▸ TRY IT
Would you please return the lines of the material that contain the word "JSON"?

▸ DATA FOR THE TASK
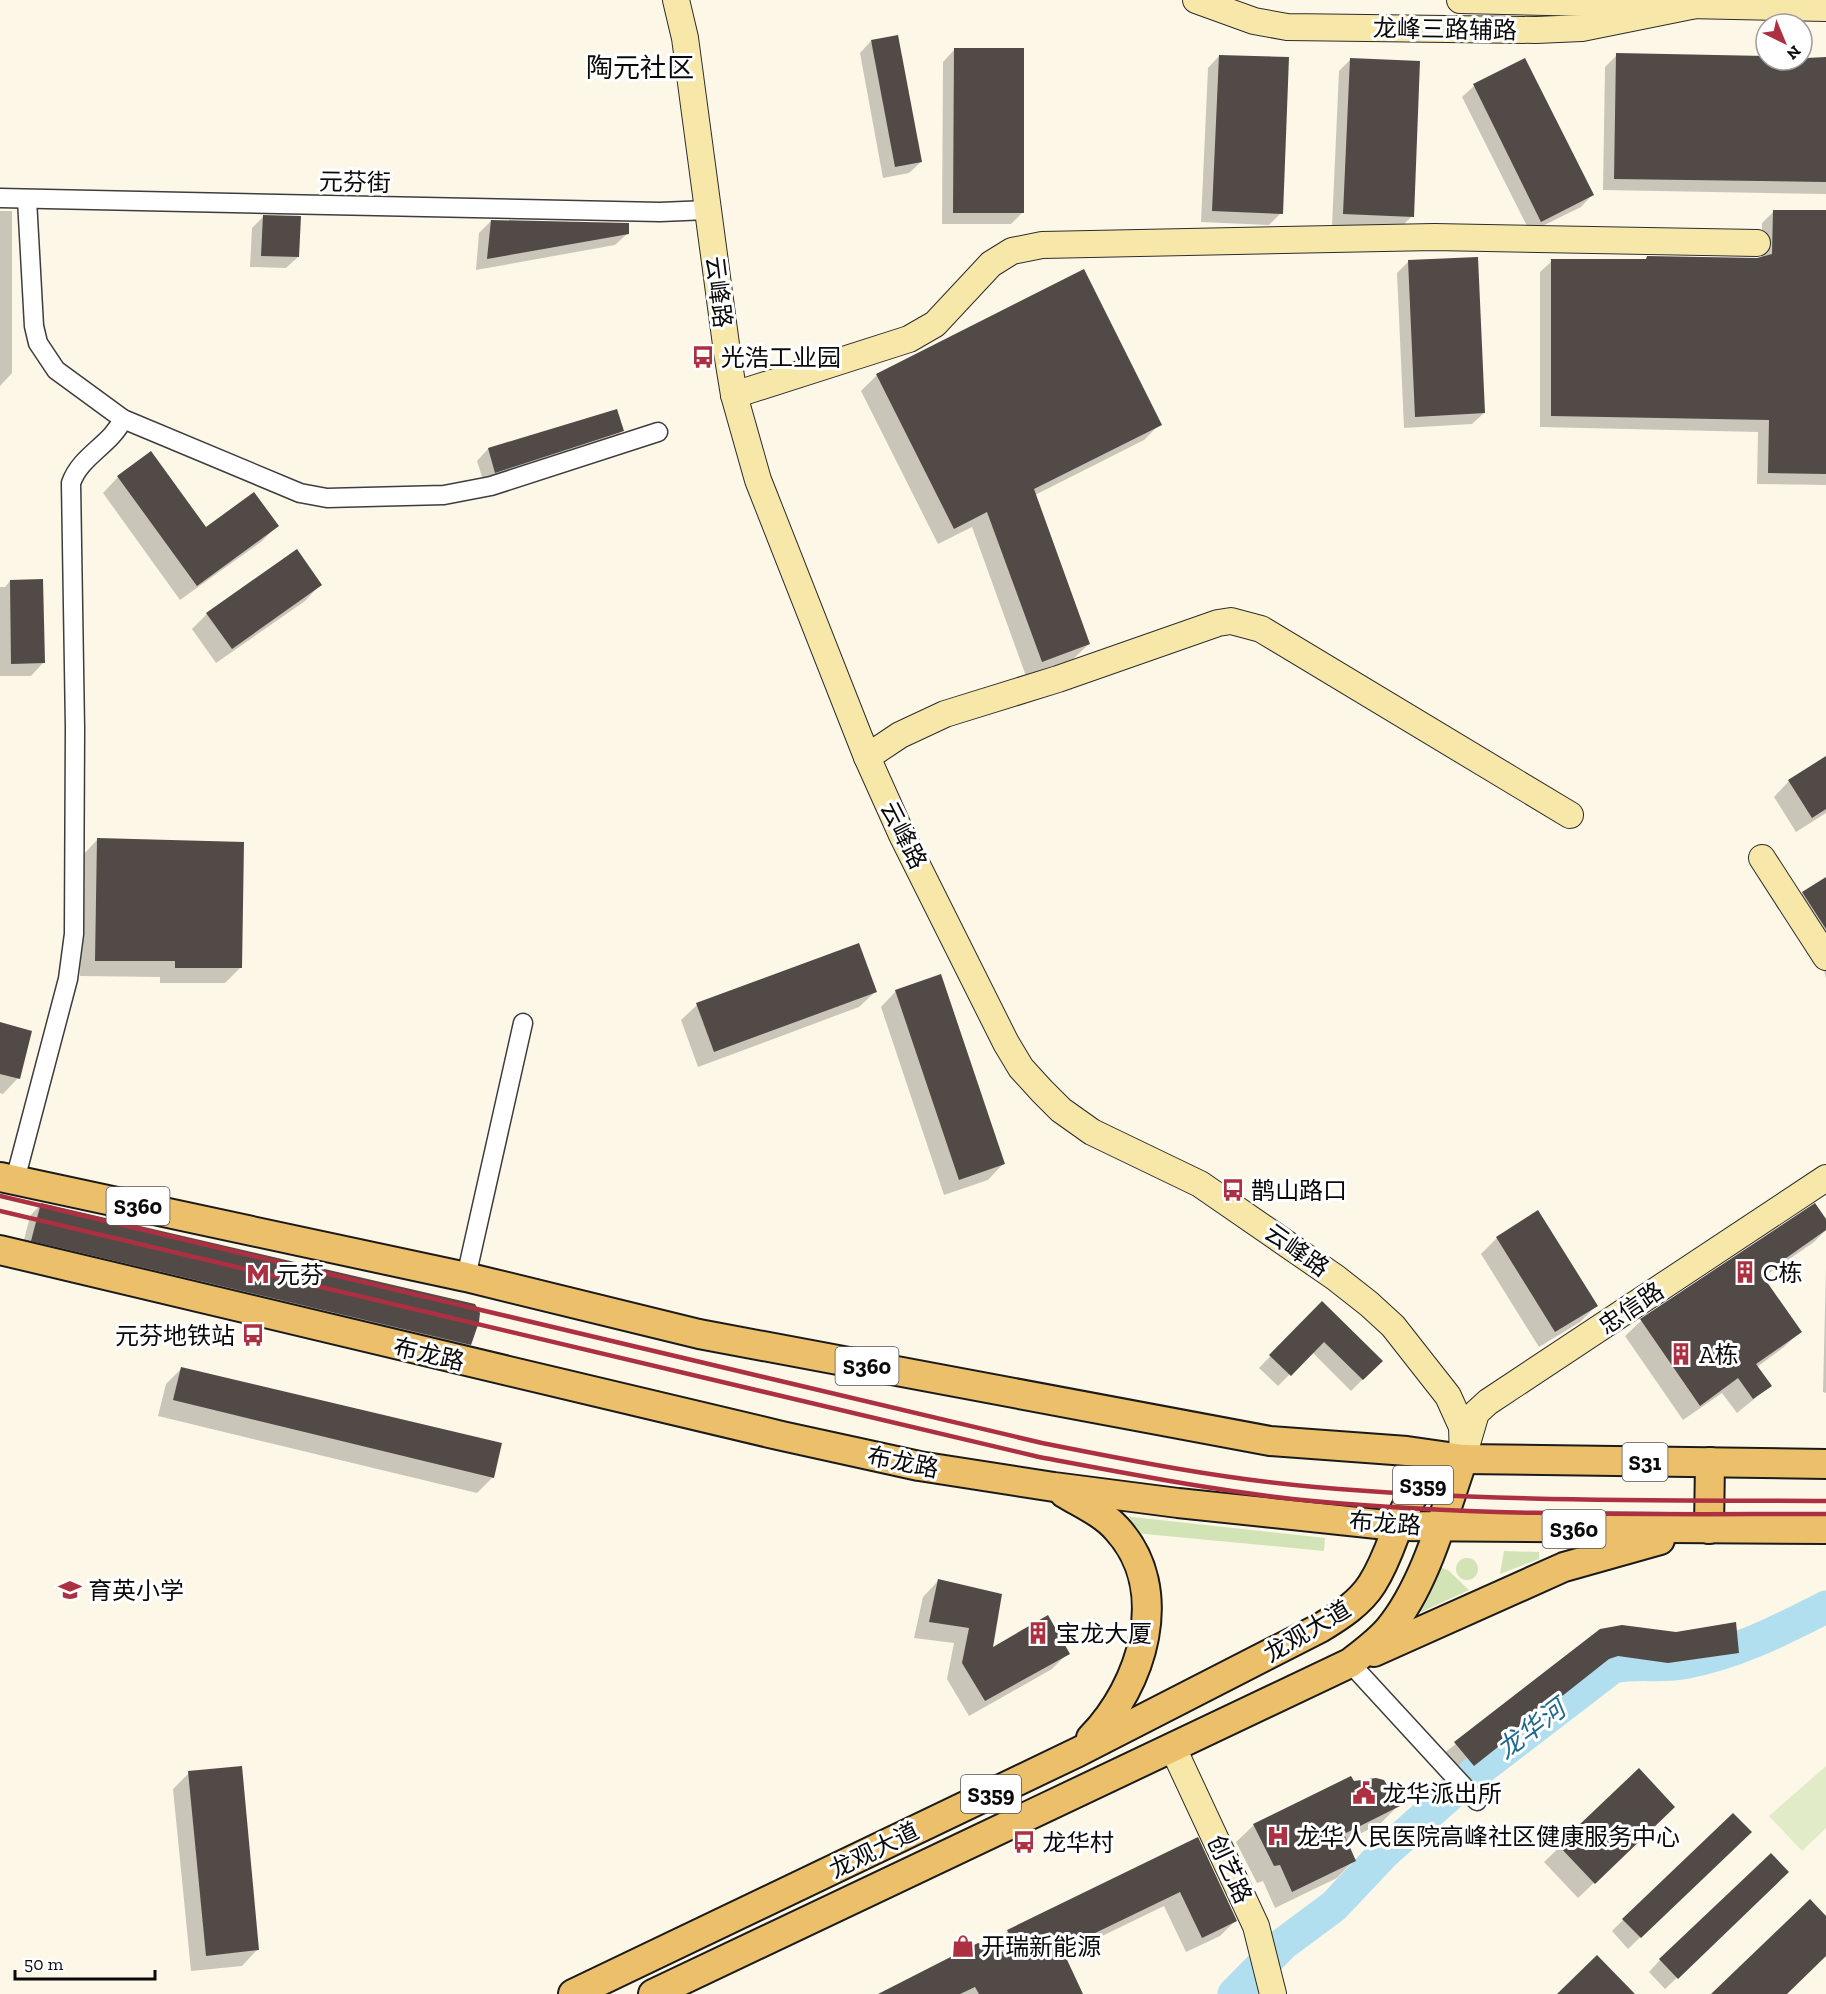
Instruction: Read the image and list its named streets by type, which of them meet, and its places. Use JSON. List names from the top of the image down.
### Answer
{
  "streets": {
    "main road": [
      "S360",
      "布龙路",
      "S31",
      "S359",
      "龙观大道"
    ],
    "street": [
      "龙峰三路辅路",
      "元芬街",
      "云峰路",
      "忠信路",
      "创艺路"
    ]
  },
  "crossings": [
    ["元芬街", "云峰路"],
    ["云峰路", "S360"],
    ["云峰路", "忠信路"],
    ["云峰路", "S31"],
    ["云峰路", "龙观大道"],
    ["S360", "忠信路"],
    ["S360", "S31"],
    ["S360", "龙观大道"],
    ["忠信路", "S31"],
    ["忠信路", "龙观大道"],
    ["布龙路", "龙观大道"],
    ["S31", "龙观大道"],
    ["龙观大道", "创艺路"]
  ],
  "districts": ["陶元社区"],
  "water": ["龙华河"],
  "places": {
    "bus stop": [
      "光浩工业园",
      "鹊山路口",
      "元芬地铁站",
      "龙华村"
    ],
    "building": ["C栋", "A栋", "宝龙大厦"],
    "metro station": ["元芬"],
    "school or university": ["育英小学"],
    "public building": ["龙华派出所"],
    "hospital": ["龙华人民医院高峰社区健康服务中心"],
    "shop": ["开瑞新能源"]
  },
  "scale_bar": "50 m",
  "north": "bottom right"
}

==

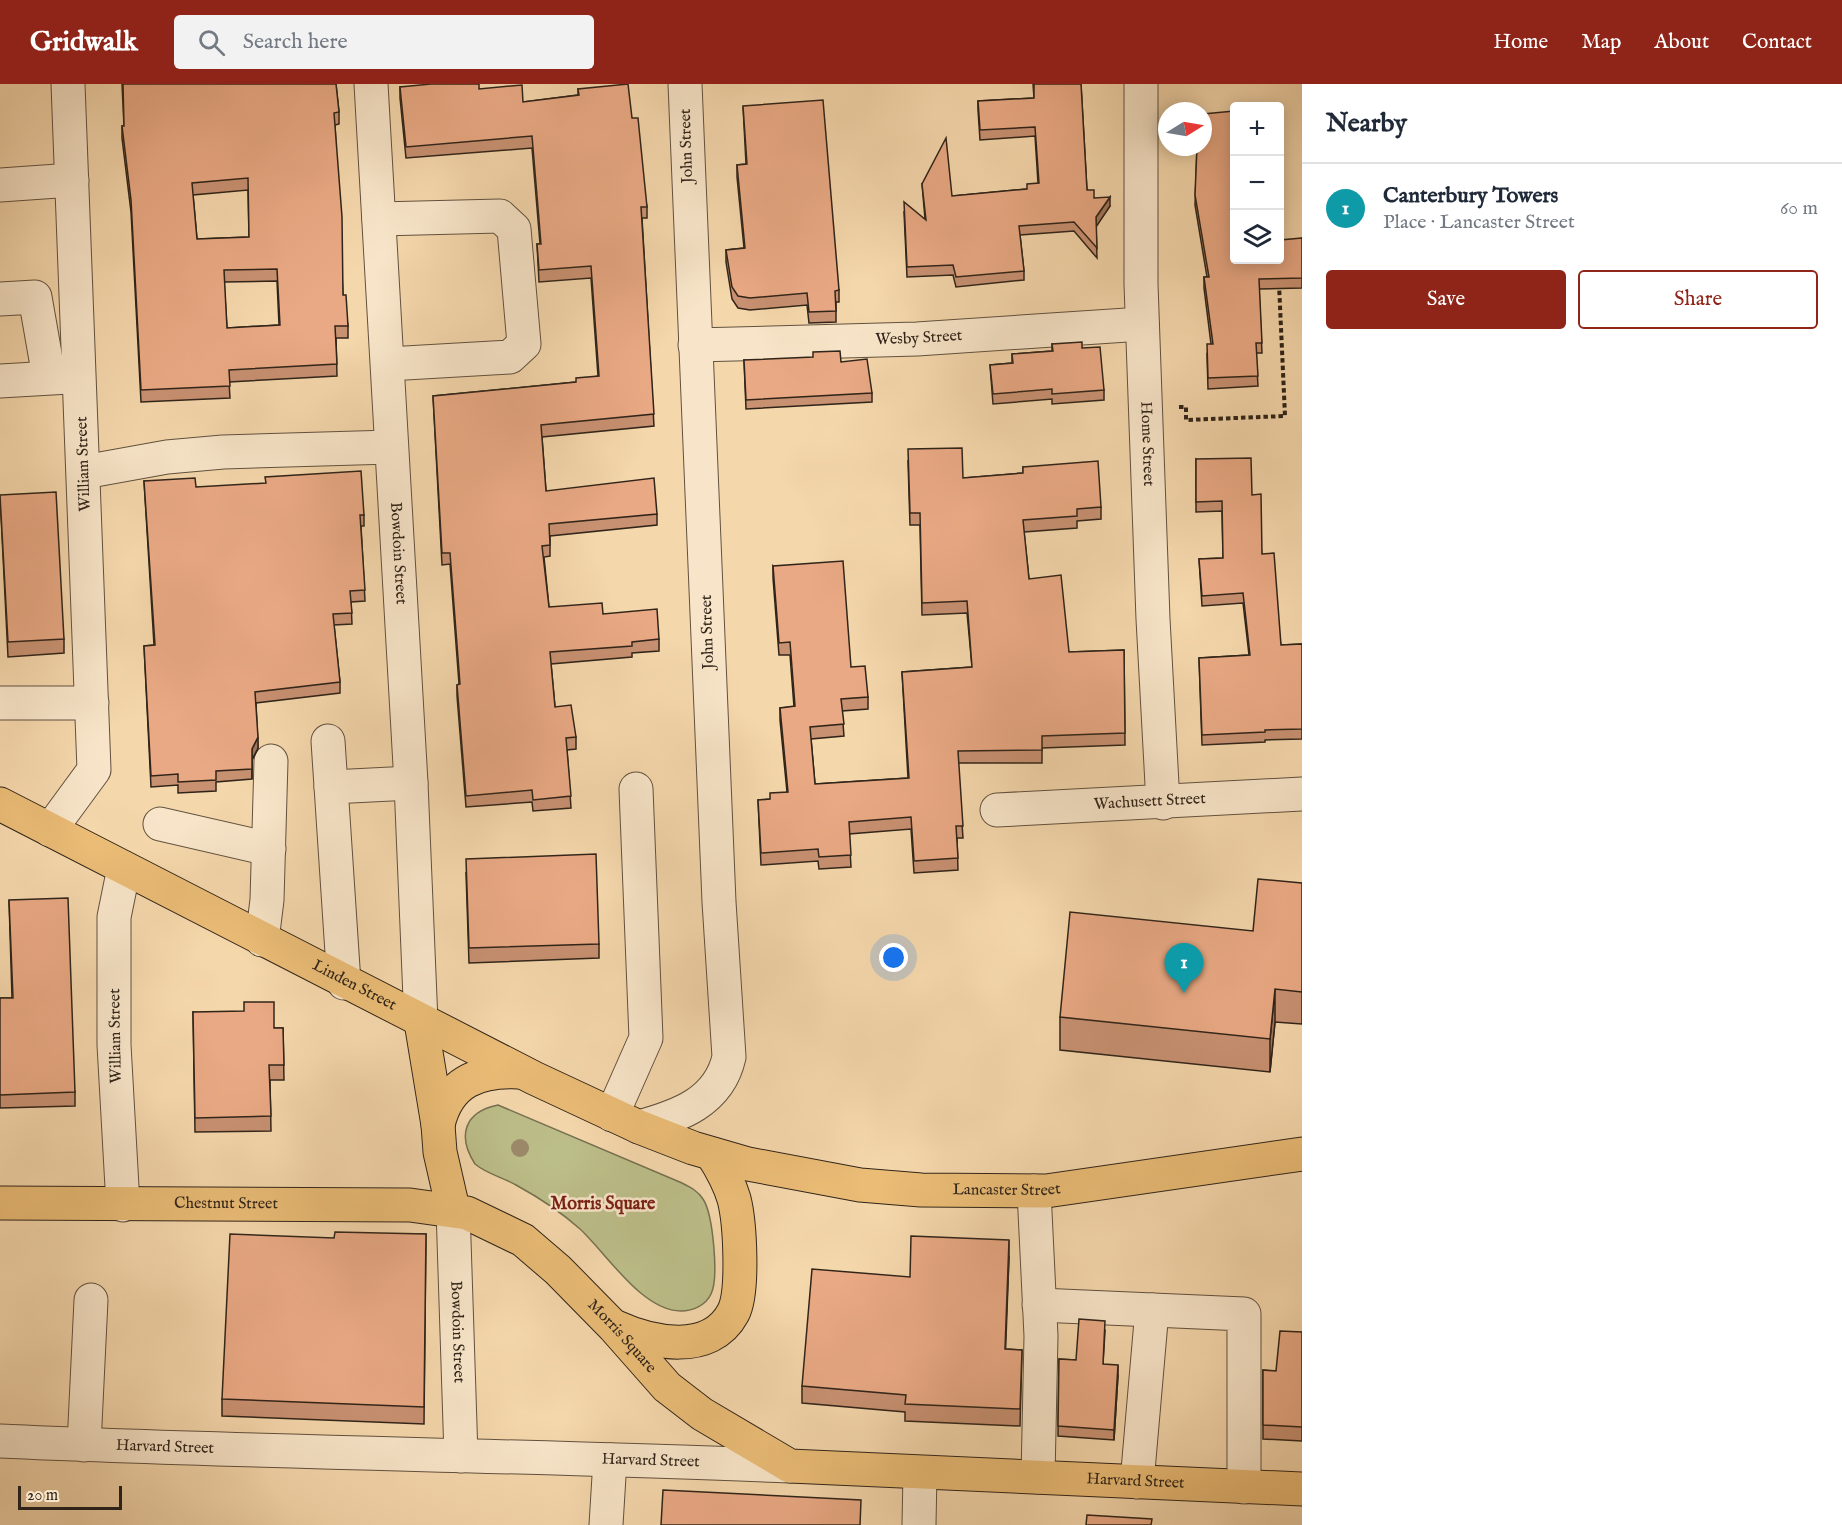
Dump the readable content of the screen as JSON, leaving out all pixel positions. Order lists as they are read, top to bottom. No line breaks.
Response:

▸ PROBLEM SOLUTION
Instruction: Read the image and list its named streets by type, which of them meet, and its places. Use JSON. List names from the top of the image down.
Dump the readable content of the screen as JSON, leaving out all pixel positions. Order lists as they are read, top to bottom. No line breaks.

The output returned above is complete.